Wie gut jungen Fußballern junge Schiedsrichter als Vorbild dienen, zeigte, so Werner Binder, der Auftritt des Schallfelder Bundesliga-Schiedsrichters Benjamin Brand (29) Anfang des Jahres beim Juniorenturnier der FT Schweinfurt. „Da sind die Kinder reihenweise hin und haben sich Autogramme geben lassen“, sagt Keller. Und vergisst nicht, auf die angenehmen Begleiterscheinungen einer Schiedsrichter-Laufbahn hinzuweisen wie freier Eintritt zu allen Spielen auf DFB-Ebene, die Aufwandsentschädigung – und: „Als Schiedsrichter kann man schnell in Spielklassen aufsteigen, die man als Fußballer nicht erreichen würde.“
Wenn's dumm läuft für die Grafenrheinfelder Erste, wäre das ab Sommer alles oberhalb der Kreisklasse.

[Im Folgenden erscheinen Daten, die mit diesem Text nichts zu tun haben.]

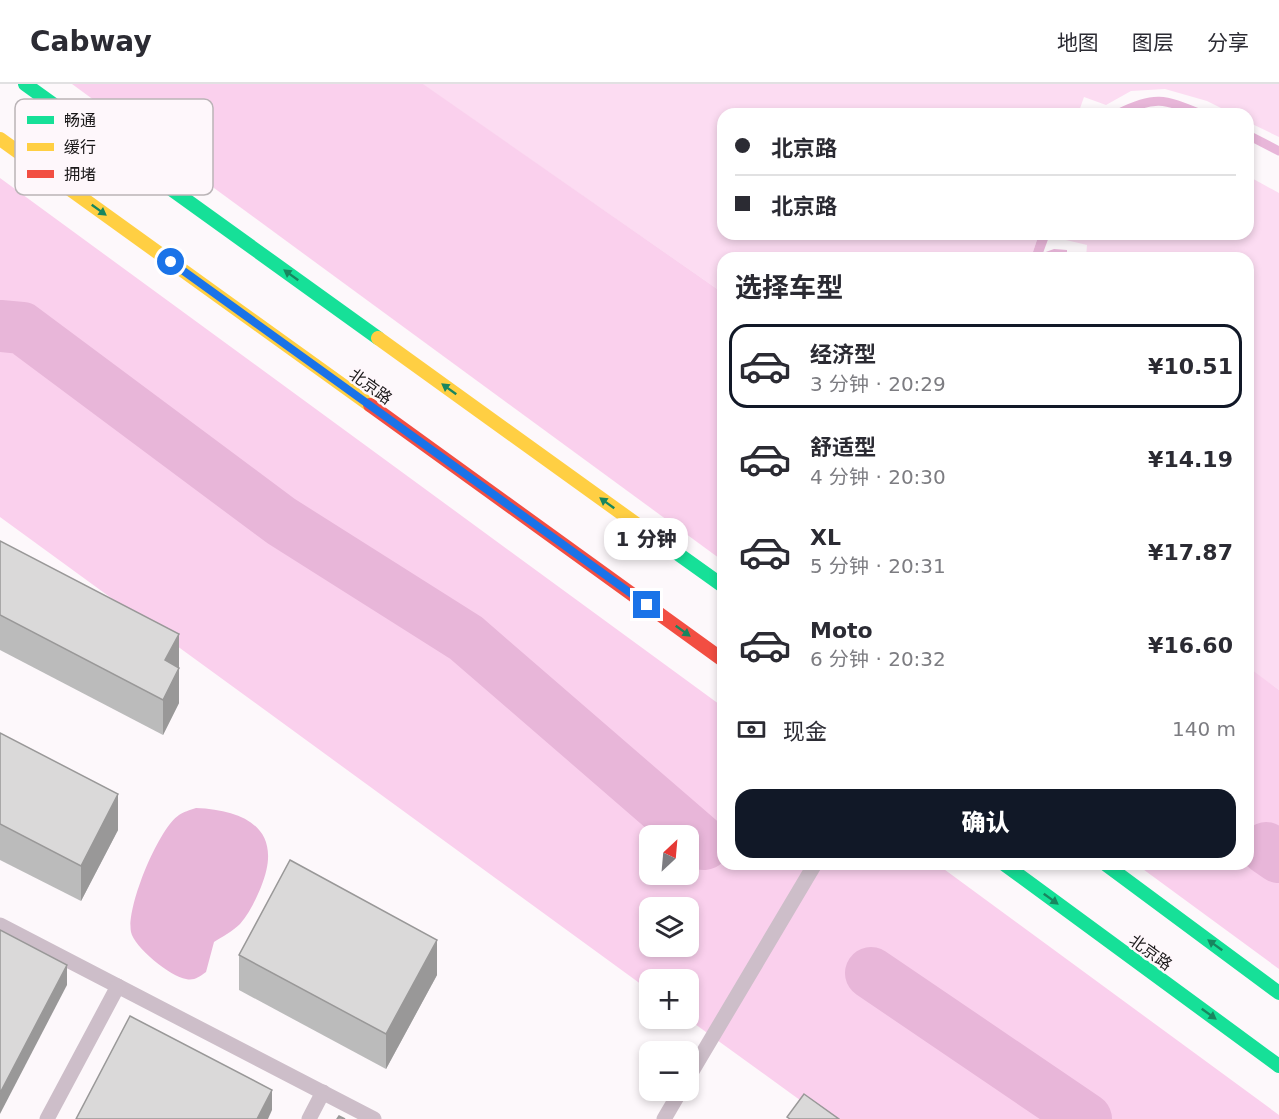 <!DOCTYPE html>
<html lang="zh">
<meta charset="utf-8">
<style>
body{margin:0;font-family:"DejaVu Sans","Noto Sans SC",sans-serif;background:#f7f7f7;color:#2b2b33;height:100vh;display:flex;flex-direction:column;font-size:22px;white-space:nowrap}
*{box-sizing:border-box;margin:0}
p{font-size:20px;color:#7c7c81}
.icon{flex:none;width:33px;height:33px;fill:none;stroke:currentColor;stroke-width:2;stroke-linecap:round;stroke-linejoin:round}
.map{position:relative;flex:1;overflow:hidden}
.panel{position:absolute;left:717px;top:168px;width:537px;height:618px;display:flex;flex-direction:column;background:#fff;border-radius:18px;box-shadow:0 3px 9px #0003}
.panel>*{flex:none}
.hud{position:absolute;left:717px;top:24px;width:537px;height:132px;border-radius:18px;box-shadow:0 3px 9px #0003;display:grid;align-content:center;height:132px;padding:0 18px;background:#fff}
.needle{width:39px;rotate:26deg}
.tools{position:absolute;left:639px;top:741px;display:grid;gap:12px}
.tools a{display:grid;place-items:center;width:60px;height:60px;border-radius:12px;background:#fff;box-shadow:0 3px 9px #0003;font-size:30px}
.end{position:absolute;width:27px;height:27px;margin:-14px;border:8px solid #1a73e8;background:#fff;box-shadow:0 0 0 3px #fff}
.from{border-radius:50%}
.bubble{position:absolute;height:42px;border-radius:18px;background:#fff;box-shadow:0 3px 9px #0003;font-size:20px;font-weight:800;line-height:42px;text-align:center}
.hud b{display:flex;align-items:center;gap:21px;height:57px;font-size:22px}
.hud b+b{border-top:2px solid #e1e1e2}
.hud i{width:15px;height:15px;background:#2b2b33}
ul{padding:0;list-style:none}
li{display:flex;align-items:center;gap:18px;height:84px;margin:0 12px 9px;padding:0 6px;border:3px solid transparent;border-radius:18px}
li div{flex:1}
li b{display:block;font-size:22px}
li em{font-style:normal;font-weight:800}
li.active{border-color:#111827}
li>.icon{width:54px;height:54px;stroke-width:1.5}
h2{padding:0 18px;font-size:27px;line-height:72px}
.pay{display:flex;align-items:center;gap:15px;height:66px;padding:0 18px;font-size:22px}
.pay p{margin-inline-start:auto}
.primary-button{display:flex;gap:12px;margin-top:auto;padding:12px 18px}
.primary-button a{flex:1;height:69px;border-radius:18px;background:#111827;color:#fff;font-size:24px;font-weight:800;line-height:69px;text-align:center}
header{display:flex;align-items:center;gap:36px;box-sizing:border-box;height:84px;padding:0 30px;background:#fff;border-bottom:2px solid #e1e1e2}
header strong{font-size:28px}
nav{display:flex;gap:33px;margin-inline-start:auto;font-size:21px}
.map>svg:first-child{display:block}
.green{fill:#fcdcf2}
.forest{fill:#fad0ed;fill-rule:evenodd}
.water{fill:#e8b6d9}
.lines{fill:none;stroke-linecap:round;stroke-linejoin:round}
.stream{stroke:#e8b6d9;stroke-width:9}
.river{stroke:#e8b6d9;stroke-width:52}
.lane{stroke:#cdbec9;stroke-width:15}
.fast{stroke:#16e098;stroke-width:14}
.slow{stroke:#ffcf43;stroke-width:14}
.jam{stroke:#f24e42;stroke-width:14}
.wall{fill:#bbb}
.shaded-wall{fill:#999898}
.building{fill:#dad9d9;stroke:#999898;stroke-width:1.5}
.oneway{fill:#18865f}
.route{stroke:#1a73e8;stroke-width:8}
.labels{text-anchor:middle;stroke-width:5;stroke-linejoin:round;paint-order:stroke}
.street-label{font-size:16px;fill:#1a1819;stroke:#fef7fb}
.key{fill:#fef7fb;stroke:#bab4b7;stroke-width:1.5}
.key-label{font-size:16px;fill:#1a1819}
</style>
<header>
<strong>Cabway</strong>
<nav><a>地图</a><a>图层</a><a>分享</a></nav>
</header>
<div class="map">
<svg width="1279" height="1035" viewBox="0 0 1279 1035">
<rect width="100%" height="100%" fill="#fdf8fb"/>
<g class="green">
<polygon points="422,0 1279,0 1279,53 1248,38 1248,30 1233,30 1207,17 1165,5 1131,7 1106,21 1084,13 1078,30 723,30 723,150 1039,150 1031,174 723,174 723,209"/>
<polygon points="1248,92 1279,109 1279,606 1248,584 1248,174 1086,174 1087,161 1066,156 1068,150 1248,150"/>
</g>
<g class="forest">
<polygon points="72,0 423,0 723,209 723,477"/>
<path d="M 0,94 L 723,623 L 723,780 L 937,780 L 1279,1031 L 1279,1035 L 826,1035 L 688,935 L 688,896 L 650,896 L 649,906 L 0,433 ZM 650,752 L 688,752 L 688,790 L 650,790 ZM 650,824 L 688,824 L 688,862 L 650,862 Z"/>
<polygon points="1248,583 1279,606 1279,885 1136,780 1248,780"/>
</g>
<g class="water">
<polygon points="1039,150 1050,150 1043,169 1054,165 1067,166 1067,174 1031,174"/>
<path d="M 196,724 C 248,726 284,747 261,803 C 256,815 249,830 240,840 C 233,847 222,853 214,858 L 206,888 C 199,893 194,897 186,895 C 171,893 134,863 131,848 C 126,824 158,745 179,731 C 183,728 190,726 196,724 Z"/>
</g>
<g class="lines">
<g class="stream">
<path d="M 1117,30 C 1156,12 1162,14 1201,30"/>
<polyline points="1248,51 1279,67"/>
<polyline points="1266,764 1279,754"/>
</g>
<g class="river">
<polyline points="0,242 22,244 281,437 466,554 704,760"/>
<polyline points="1266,764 1279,773"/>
<polyline points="871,889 1086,1035"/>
</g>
<g class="lane">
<polyline points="0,841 374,1035"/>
<polyline points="688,994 815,780"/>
<polyline points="47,1035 118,902"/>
<polyline points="309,1035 323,1008"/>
<polyline points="664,1035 681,1006"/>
</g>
<g class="fast">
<polyline points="25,0 378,254"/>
<polyline points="660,457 723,502"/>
<polyline points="1004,780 1279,982"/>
<polyline points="1105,780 1279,909"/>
</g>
<g class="slow">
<polyline points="0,55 370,321"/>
<polyline points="378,254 660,457"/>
</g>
<polyline class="jam" points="370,321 723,576"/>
</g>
<g class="wall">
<polygon points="0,457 179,583 179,619 163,651 0,566"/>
<polygon points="0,649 118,746 81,817 0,776"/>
<polygon points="239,871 437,891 386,985 239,906"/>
</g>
<g class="shaded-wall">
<polygon points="179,550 179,619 163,651 163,616 165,576"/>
<polygon points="118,710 118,746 81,817 81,782"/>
<polygon points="437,856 437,891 386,985 386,950"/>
<polygon points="67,881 67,901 0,1030 0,1009"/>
<polygon points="272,1006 272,1026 268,1035 257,1035"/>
</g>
<g class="building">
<polygon points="0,457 179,550 165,576 179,584 163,616 0,531"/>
<polygon points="0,649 118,710 81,782 0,740"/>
<polygon points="290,776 437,856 386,950 239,871"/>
<polygon points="0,846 67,881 0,1009"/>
<polygon points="130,932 272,1006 257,1035 76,1035"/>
<polygon points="804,1010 839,1035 790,1035 787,1033"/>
<polygon points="339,1032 345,1035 337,1035"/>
</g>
<defs><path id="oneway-solid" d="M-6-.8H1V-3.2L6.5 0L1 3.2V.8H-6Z" transform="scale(1.5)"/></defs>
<g class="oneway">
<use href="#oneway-solid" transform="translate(99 126) rotate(36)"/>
<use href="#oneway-solid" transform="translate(291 191) rotate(-144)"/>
<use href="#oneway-solid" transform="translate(449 305) rotate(-144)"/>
<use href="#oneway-solid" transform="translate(607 419) rotate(-144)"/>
<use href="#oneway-solid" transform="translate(683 547) rotate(36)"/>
<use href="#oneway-solid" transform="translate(1051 815) rotate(36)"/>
<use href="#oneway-solid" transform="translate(1215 861) rotate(-144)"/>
<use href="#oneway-solid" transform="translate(1209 930) rotate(36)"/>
</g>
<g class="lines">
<polyline class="route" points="171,178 647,521"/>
</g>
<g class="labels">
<g class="street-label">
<text transform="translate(371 302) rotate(36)" y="6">北京路</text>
<text transform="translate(1151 868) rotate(36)" y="6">北京路</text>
</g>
</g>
<rect x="15" y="15" width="198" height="96" rx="9" class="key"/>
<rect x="27" y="32" width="27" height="8" fill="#16e098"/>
<rect x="27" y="59" width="27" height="8" fill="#ffcf43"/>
<rect x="27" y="86" width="27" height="8" fill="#f24e42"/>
<g class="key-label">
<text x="64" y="42">畅通</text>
<text x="64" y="69">缓行</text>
<text x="64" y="96">拥堵</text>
</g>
</svg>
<div class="tools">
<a><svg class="needle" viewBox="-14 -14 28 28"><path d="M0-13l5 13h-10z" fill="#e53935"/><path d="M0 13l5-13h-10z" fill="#7c7c81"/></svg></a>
<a><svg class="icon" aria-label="layers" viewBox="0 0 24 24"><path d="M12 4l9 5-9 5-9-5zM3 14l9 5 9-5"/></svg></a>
<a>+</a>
<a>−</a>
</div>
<i class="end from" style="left:171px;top:178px"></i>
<i class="end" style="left:647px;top:521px"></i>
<div class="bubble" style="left:604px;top:434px;width:84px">1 分钟</div>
<div class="hud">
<b><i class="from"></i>北京路</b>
<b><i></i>北京路</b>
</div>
<section class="panel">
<h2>选择车型</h2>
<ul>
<li class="active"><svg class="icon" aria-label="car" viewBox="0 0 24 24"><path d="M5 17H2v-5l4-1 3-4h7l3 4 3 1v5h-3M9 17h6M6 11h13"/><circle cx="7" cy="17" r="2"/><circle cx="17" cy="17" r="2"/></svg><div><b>经济型</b><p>3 分钟 · 20:29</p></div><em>¥10.51</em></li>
<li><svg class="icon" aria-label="car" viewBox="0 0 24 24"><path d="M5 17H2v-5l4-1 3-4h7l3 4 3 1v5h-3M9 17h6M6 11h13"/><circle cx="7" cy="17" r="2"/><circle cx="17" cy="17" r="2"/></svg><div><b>舒适型</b><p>4 分钟 · 20:30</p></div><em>¥14.19</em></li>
<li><svg class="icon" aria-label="car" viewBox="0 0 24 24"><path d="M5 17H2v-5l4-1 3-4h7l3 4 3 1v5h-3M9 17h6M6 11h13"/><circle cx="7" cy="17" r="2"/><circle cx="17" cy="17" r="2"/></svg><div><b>XL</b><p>5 分钟 · 20:31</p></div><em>¥17.87</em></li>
<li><svg class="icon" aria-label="car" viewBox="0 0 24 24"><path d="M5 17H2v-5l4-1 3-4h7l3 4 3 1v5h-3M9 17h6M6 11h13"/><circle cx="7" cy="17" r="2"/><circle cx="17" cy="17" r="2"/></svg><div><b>Moto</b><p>6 分钟 · 20:32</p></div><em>¥16.60</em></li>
</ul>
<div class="pay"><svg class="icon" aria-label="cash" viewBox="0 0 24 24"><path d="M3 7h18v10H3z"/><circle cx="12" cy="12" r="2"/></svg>现金<p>140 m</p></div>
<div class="primary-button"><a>确认</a></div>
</section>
</div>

Eines haben die 27 künftigen Neulinge aber schon erreicht: Damit die Eltern ihre Kids nicht nach dem Training noch nach Schweinfurt in die Stadt fahren müssen, wurde der Lehrgang ob der Übermacht von der DJK nach Grafenrheinfeld verlegt. Wo's im nicht allzu großen Schulungsraum kuschlig werden dürfte bei insgesamt 35 Debütanten.